NOT LONG AGO, JEANIE GREENE was wearing her fur parka and strolling in Anchorage when a woman accosted her. "She said, 'What kind of animal was that?' " recalls Greene. "I said, 'Wolverine.' She goes, 'Shame!' And I said, 'It tasted really good, too!' "
The woman may not have known to whom she was talking—though almost everybody else in Alaska would have. As the tens of thousands of native Indians and Eskimos who watch Greene's popular Sunday night TV show, Heartbeat Alaska, already know, Greene has an attitude. The 5'2", 42-year-old Inupiat Eskimo with the bouffant hairdo and Tammy Faye eyelashes belies the stereotype of the diffident native woman—and could not care less what they think in the Lower 48. Peppering her speech with Valley Girlisms ("Excuse me!" "End of story!"), she defends native hunting traditions. "Some will object," she says, sitting in the 20-foot by 30-foot storefront studio in downtown Anchorage. "But I'm not the head of a group therapy session. This is life! This is Alaska! This is called 'Either we eat the food that God gives us or we starve.' "

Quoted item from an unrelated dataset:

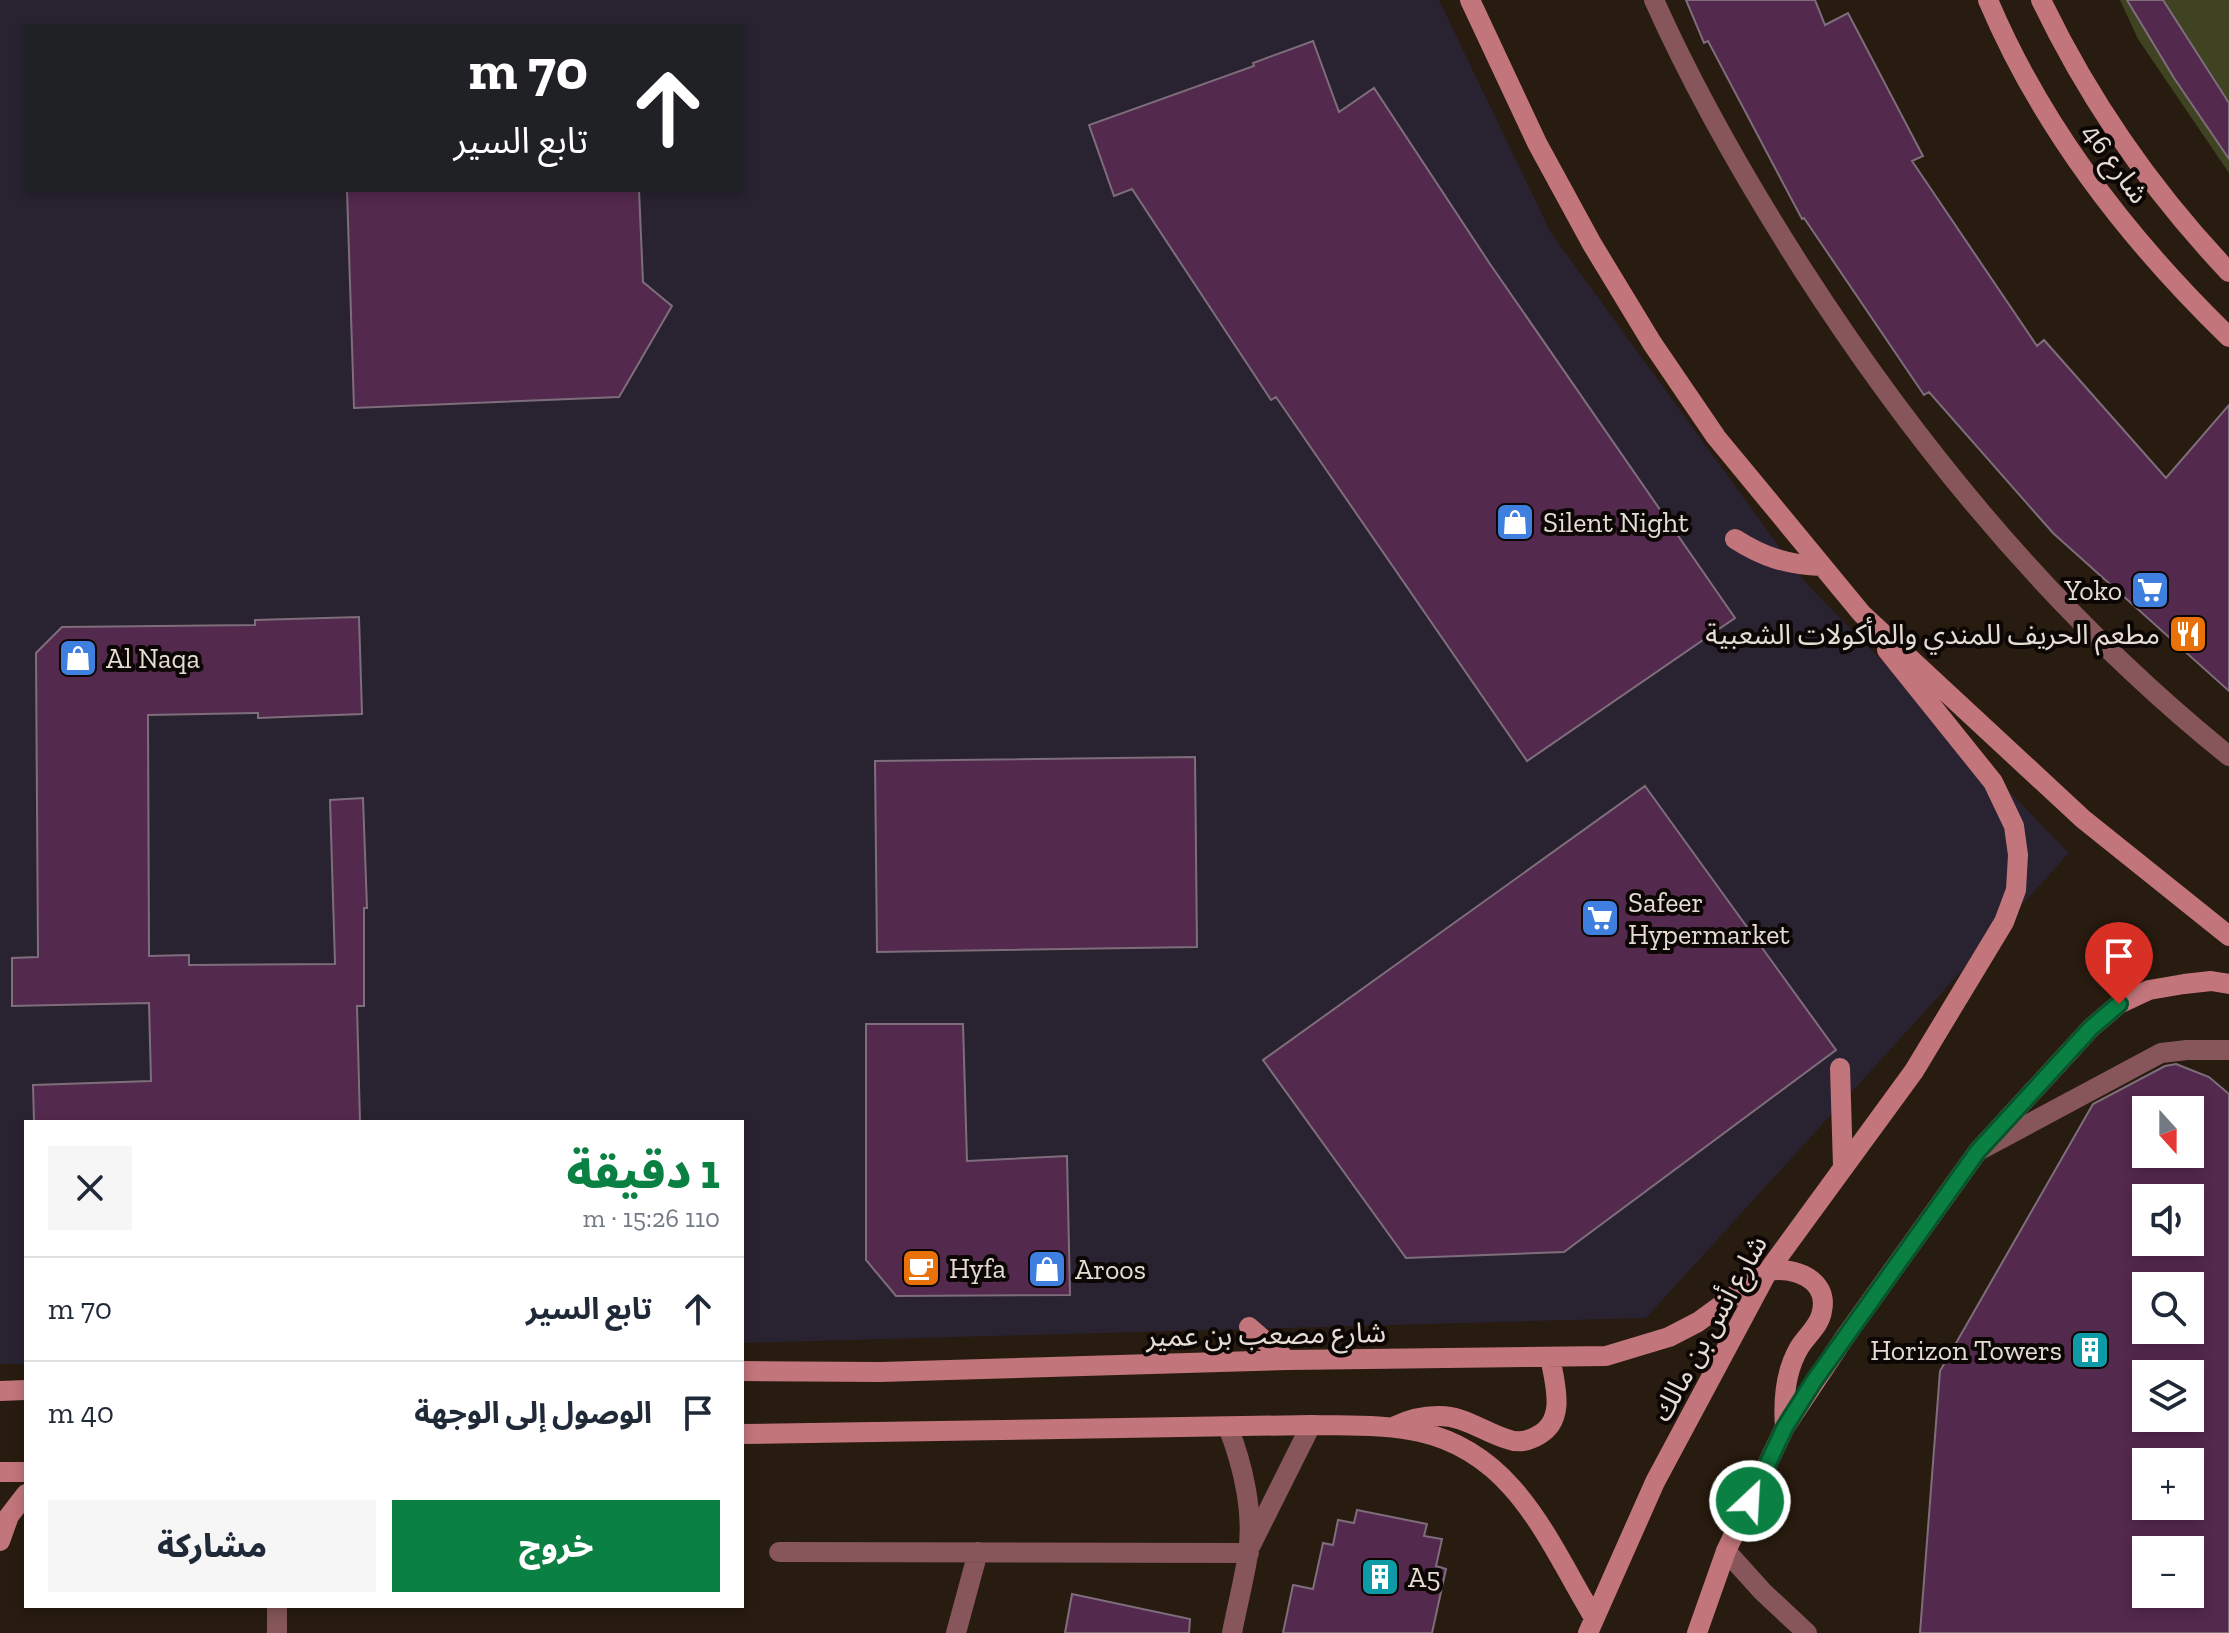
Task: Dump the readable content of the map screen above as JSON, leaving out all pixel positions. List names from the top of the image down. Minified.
{"streets":{"main road":["شارع 46","شارع أنس بن مالك","شارع مصعب بن عمير"]},"crossings":[["شارع أنس بن مالك","شارع مصعب بن عمير"]],"places":{"shop":["Silent Night","Al Naqa","Aroos"],"supermarket":["Yoko","Safeer Hypermarket"],"restaurant":["مطعم الحريف للمندي والمأكولات الشعبية"],"cafe":["Hyfa"],"building":["Horizon Towers","A5"]},"north":"bottom","page":{"turn":["70 m","تابع السير"],"map_buttons":["+","−"],"heading":["1 دقيقة","110 m · 15:26"],"list":[{"name":"تابع السير","value":"70 m"},{"name":"الوصول إلى الوجهة","value":"40 m"}],"buttons":["خروج","مشاركة"]}}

This month Greene's homespun show, seen in more than 250 villages in the Alaskan bush, goes national, becoming available to as many as 300 public broadcasting stations. Though it covers hard news such as fetal alcohol syndrome and teenage suicide, the heart of Heartbeat is the viewers' home videos, which Greene edits, dubs and introduces in her effusive style. Dressed in sequined suits with padded shoulders, Greene is the centerpiece of the show, its Katie Couric. One of Greene's favorites, a video by Edna Peters of Ruby, shows ice floes in the Yukon River breaking up. In another, Kathy Nolan from Savoonga told of hunters who, having reached their quota, spared a bowhead whale. The whale had actually turned on its back, seemingly inviting the harpooner to strike. Instead he stuck his hand in the water, stroked the whale and wept, while speaking to it in his native tongue. "The people believed that the whale also felt bad because he was giving himself for the people to eat," Nolan reported.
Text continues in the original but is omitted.